◆ SUPPLIED DATA:
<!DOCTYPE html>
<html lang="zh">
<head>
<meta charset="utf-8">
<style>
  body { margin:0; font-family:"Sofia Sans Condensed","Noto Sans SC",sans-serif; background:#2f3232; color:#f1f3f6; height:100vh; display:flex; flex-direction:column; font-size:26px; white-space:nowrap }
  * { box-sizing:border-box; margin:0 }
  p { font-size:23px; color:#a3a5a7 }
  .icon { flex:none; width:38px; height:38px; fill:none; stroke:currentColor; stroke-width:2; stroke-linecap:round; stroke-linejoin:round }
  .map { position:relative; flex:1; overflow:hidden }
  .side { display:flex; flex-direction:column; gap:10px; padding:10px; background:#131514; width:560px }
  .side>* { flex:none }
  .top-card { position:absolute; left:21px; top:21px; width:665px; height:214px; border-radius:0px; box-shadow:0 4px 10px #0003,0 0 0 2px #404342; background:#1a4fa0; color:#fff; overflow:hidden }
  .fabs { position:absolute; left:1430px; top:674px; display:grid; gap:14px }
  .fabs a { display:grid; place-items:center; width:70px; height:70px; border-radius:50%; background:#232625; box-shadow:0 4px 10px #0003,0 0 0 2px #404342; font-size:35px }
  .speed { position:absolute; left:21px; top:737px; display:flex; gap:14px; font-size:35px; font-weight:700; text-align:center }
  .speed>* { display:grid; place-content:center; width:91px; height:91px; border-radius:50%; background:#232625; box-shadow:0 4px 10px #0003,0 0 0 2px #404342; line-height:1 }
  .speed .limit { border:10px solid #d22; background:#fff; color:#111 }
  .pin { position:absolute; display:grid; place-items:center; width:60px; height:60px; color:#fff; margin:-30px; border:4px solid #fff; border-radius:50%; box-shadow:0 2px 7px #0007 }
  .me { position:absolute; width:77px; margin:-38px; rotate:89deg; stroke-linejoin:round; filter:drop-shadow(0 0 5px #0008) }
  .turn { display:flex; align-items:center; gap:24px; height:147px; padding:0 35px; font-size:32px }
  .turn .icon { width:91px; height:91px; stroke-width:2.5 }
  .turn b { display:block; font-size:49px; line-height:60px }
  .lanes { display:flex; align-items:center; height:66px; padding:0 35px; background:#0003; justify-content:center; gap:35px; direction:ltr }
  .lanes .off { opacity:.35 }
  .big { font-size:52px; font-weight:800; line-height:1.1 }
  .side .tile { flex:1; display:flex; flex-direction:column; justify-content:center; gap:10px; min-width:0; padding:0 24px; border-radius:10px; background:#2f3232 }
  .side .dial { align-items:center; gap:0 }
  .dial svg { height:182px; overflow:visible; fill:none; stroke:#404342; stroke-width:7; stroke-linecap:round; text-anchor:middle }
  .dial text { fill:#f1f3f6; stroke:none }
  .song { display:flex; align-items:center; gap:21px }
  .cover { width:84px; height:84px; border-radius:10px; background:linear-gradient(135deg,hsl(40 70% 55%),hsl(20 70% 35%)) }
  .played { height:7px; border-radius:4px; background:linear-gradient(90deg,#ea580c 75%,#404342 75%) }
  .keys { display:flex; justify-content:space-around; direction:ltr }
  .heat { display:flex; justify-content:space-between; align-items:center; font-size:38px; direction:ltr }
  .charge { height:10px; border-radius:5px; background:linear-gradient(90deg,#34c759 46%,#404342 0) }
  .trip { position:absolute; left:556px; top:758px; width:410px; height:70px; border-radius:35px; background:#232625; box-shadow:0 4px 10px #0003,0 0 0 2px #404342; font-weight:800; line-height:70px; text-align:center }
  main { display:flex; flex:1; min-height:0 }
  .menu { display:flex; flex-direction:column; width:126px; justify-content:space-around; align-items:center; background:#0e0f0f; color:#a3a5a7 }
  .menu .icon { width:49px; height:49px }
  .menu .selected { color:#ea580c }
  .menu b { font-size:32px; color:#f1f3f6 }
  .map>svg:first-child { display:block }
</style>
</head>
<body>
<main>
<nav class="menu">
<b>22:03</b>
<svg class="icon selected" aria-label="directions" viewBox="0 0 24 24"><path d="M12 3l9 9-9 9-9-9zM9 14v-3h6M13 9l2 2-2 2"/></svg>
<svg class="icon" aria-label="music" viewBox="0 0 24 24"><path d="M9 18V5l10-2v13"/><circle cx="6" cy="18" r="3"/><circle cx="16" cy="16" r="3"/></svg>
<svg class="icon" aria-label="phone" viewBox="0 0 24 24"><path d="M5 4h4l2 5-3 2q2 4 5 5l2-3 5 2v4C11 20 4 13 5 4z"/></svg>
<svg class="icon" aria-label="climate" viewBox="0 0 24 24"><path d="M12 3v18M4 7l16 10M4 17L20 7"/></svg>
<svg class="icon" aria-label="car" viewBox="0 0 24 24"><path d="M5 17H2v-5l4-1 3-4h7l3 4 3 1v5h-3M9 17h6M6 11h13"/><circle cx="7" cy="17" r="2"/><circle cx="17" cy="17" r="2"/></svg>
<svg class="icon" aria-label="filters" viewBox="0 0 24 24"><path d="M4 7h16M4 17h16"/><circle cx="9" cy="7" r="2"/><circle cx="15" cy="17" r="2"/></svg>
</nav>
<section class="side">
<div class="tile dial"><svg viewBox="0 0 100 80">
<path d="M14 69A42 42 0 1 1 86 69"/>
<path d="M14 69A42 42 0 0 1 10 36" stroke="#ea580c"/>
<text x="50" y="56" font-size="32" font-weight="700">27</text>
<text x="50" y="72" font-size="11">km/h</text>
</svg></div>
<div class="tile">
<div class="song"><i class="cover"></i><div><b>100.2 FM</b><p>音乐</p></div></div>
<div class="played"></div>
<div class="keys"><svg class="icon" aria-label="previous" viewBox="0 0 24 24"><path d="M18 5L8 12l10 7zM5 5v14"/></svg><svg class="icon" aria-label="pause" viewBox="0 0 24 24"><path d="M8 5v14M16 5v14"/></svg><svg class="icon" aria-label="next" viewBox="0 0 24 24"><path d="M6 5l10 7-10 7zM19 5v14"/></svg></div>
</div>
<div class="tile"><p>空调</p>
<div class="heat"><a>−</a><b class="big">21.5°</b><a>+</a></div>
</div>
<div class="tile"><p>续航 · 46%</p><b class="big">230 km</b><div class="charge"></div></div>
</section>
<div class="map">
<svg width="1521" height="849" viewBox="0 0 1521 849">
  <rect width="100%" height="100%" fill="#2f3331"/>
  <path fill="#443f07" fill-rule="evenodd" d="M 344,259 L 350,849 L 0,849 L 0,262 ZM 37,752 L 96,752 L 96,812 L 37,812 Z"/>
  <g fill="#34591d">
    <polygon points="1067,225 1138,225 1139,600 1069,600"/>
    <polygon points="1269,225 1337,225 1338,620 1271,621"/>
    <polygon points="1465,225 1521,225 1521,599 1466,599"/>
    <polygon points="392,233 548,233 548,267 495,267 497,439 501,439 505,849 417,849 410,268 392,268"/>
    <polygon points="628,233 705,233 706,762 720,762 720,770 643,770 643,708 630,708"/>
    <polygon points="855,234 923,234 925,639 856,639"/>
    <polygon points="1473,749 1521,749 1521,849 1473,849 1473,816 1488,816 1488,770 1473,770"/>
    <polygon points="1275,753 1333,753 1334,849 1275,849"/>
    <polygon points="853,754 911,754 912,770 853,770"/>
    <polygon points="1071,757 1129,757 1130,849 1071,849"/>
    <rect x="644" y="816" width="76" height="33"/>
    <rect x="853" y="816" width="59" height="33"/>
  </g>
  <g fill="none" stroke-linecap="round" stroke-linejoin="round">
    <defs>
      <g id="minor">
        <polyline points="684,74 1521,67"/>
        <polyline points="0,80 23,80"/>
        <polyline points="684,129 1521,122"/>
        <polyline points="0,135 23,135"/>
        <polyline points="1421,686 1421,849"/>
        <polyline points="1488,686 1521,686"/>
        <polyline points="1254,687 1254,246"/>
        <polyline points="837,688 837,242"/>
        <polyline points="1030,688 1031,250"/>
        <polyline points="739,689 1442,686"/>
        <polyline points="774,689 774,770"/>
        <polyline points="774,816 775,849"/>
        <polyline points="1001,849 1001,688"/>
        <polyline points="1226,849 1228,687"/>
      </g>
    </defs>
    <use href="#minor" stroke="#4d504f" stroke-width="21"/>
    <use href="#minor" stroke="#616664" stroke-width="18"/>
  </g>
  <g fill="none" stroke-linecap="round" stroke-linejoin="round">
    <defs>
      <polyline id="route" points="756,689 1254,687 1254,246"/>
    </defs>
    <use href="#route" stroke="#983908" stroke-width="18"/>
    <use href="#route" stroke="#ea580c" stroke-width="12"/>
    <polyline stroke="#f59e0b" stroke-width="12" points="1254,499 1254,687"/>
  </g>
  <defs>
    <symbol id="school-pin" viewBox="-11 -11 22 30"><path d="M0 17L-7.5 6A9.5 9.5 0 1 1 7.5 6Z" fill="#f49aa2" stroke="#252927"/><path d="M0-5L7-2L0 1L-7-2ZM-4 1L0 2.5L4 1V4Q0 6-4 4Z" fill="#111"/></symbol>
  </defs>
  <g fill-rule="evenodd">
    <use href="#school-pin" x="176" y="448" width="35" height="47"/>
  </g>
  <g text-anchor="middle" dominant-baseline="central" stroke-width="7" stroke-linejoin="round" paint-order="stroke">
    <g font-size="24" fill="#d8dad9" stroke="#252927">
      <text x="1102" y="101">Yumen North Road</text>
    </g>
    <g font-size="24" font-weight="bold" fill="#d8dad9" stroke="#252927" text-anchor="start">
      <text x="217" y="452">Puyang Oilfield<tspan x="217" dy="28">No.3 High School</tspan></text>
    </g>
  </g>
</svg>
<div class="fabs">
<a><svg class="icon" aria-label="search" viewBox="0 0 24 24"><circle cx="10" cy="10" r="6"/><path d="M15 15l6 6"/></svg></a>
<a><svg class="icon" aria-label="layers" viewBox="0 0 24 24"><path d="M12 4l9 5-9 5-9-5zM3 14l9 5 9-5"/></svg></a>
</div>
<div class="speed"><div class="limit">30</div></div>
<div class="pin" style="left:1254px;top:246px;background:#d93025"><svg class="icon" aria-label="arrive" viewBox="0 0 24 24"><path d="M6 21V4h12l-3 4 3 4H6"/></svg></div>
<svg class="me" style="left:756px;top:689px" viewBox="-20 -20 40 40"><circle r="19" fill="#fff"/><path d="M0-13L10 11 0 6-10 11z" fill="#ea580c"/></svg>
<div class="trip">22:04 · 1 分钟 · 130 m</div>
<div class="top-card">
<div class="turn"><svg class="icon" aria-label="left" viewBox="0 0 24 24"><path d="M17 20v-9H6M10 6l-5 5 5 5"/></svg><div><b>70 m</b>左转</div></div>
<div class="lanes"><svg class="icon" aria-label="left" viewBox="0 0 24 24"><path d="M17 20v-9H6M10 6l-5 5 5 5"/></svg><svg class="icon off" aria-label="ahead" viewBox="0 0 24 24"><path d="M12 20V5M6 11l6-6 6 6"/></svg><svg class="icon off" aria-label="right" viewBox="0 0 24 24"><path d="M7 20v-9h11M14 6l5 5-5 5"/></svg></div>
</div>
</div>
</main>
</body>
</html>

◆ WORK ORDER:
Only the lines above starting with the one with "3l9 9-9 9-9-9zM9" and going through the one with "4h4l2 5-3 2q2" are to be copied, word for word and with both ends kept.

◆ ANSWER AREA:
<svg class="icon selected" aria-label="directions" viewBox="0 0 24 24"><path d="M12 3l9 9-9 9-9-9zM9 14v-3h6M13 9l2 2-2 2"/></svg>
<svg class="icon" aria-label="music" viewBox="0 0 24 24"><path d="M9 18V5l10-2v13"/><circle cx="6" cy="18" r="3"/><circle cx="16" cy="16" r="3"/></svg>
<svg class="icon" aria-label="phone" viewBox="0 0 24 24"><path d="M5 4h4l2 5-3 2q2 4 5 5l2-3 5 2v4C11 20 4 13 5 4z"/></svg>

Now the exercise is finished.